___ INPUT FOR THIS TASK

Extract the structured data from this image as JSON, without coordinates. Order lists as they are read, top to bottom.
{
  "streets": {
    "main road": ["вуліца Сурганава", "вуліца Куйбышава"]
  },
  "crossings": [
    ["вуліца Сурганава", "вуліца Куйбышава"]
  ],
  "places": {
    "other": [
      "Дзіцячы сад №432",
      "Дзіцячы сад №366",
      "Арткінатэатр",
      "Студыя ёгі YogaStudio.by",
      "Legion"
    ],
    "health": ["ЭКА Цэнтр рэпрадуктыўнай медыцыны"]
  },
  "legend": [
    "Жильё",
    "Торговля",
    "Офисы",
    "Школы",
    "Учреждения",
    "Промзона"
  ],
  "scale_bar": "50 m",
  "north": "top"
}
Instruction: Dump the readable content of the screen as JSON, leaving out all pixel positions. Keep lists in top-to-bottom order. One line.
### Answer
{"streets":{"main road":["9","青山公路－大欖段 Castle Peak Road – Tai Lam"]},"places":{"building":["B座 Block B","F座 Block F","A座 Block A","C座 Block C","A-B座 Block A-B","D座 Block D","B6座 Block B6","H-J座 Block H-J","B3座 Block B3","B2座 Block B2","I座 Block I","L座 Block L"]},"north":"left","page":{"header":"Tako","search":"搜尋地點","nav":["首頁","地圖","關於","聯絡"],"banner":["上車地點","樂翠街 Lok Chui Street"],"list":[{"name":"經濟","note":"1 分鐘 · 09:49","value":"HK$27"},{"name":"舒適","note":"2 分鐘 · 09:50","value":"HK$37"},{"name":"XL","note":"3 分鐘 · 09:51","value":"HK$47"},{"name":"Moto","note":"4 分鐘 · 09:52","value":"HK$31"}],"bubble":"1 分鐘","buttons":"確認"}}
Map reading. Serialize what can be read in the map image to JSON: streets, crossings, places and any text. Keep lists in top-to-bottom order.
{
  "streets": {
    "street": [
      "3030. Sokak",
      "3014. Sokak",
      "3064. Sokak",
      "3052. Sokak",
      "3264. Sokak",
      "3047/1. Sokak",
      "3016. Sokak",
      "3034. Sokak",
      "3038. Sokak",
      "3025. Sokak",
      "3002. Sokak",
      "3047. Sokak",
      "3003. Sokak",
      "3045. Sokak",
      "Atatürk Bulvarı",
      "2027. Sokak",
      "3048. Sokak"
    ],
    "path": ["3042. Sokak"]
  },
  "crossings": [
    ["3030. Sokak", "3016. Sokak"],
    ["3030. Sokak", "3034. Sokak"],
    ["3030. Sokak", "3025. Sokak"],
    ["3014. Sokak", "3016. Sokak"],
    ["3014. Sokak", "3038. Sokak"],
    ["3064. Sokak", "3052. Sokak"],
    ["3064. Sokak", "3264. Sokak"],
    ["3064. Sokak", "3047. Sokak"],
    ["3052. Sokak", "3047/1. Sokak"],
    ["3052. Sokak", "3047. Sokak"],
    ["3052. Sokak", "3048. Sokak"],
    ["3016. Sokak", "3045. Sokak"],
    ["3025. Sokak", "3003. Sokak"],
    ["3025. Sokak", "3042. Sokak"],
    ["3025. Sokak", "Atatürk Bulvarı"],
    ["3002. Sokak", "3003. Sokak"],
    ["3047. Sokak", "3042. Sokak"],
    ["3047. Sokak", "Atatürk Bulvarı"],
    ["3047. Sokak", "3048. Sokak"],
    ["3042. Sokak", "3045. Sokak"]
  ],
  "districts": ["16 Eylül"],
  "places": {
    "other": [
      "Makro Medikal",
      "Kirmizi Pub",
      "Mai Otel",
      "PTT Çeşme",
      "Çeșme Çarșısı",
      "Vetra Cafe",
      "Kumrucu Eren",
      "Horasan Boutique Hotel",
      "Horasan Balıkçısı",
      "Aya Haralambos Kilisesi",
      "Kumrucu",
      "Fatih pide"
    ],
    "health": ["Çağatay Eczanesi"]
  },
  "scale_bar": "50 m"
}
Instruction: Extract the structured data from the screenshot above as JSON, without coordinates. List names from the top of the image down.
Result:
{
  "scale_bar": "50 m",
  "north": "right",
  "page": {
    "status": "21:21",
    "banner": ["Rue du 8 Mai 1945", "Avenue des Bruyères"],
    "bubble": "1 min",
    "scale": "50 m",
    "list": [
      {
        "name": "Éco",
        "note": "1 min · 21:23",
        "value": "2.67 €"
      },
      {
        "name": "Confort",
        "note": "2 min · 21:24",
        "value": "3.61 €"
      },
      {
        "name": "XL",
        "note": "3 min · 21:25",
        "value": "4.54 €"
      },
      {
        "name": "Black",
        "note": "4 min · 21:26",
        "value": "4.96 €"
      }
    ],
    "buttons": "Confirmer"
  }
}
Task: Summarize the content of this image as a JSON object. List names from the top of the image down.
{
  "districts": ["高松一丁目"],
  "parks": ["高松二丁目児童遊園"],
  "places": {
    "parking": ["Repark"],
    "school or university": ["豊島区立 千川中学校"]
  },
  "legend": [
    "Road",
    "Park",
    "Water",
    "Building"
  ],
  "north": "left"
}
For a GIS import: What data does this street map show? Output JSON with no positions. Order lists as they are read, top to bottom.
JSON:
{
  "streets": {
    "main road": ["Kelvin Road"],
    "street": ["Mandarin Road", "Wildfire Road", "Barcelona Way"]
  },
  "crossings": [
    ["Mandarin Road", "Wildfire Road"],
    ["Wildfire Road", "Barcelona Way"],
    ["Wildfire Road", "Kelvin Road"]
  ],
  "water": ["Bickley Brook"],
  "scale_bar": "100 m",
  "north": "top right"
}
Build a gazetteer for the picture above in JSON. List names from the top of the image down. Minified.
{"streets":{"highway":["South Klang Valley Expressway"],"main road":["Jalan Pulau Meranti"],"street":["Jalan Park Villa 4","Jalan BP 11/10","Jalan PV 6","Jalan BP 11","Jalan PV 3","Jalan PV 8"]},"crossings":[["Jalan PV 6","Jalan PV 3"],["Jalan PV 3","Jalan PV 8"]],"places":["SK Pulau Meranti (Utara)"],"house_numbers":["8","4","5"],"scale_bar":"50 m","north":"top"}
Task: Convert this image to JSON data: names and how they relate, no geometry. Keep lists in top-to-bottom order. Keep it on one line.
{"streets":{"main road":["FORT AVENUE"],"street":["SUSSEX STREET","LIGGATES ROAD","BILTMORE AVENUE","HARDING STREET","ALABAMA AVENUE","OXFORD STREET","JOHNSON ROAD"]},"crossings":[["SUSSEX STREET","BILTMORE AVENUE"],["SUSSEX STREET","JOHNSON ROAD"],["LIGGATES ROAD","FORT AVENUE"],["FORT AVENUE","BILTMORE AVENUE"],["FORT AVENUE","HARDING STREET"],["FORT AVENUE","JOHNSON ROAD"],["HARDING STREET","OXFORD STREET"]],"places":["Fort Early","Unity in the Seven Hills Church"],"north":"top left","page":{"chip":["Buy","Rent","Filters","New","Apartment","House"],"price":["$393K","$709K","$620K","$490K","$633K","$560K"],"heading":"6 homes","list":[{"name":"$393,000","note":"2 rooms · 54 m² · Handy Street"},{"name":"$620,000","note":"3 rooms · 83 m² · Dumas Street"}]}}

______

→ **WORK TO BE COMPLETED**: Spot the lines above that mention "Instruction" and copy them.

→ **ANSWER BOX**:
Instruction: Dump the readable content of the screen as JSON, leaving out all pixel positions. Keep lists in top-to-bottom order. One line.
Instruction: Extract the structured data from the screenshot above as JSON, without coordinates. List names from the top of the image down.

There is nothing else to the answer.